Cohesion often brings in professional guest artists to assist with its projects, helping to establish its unique atmosphere of openness and diversity and facilitating integration and collaboration through its productions like Shira Greenberg’s Nutcracker on the Rocks and Rhythm Dancers ~ Rhythmic Fusion. Cohesion offers a few dance technique classes focusing on those in the community less served by other organizations, ie. youth and adults interested in modern dance and basic dance technique as well as people with disabilities or special needs. In all of Cohesion’s projects Tanya and her guest artists focus on establishing a welcoming environment where participants feel comfortable reaching outside of their comfort zone and exploring new ideas, all while having fun and making new friends!

For more information about Cohesion Dance, visit cohesiondance.org.

Diagenesis Duo was formed when Heather Barnes and Jennifer Bewerse met during the 2010 soundSCAPE Performance and Composition Exchange in Maccagno, Italy.

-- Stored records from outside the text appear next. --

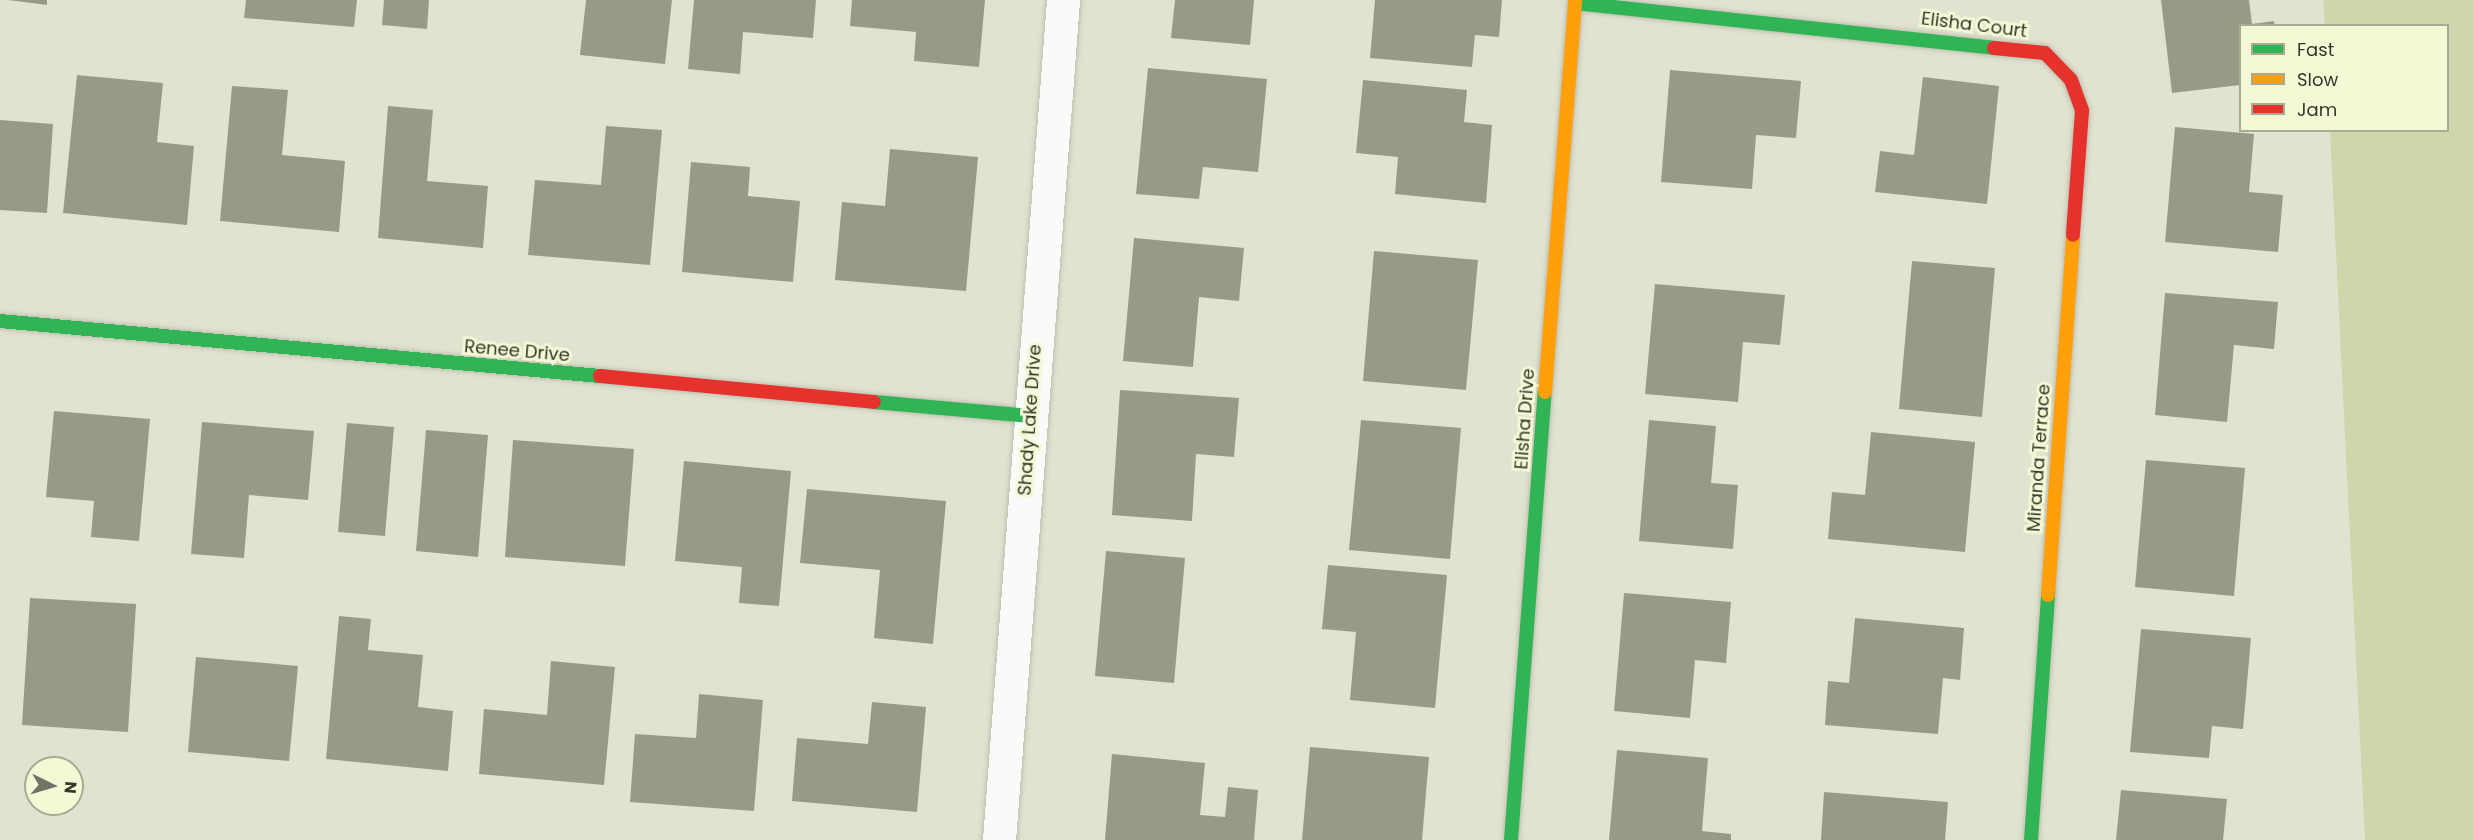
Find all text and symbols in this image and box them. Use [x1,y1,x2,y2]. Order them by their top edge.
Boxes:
street label: Elisha Court [1920,8,2028,42]
legend [2239,24,2449,132]
text: Fast [2297,37,2334,62]
text: Slow [2297,67,2338,92]
text: Jam [2297,97,2337,122]
street label: Renee Drive [463,336,571,366]
street label: Shady Lake Drive [1014,344,1046,496]
street label: Elisha Drive [1511,368,1539,470]
street label: Miranda Terrace [2023,383,2055,533]
north arrow [24,756,84,816]
text: N [58,780,82,794]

While walking between rehearsal locations and working together in a chamber ensemble, they formed a mutual artistic admiration and became fast friends.

In their first several years as an ensemble, Diagenesis Duo has been able to commission and premiere nine new works for soprano and cello, perform in diverse venues from concert halls to community centers, bring their work to six states and two countries, and were recently recipients of the Myrna Loy Center Grants to Artists Award.

Dedicated to providing young people and the community with musical access, Diagenesis Duo frequently performs concerts that facilitate a dialogue between the audience and performers with the goal of building an empowered audience for contemporary music.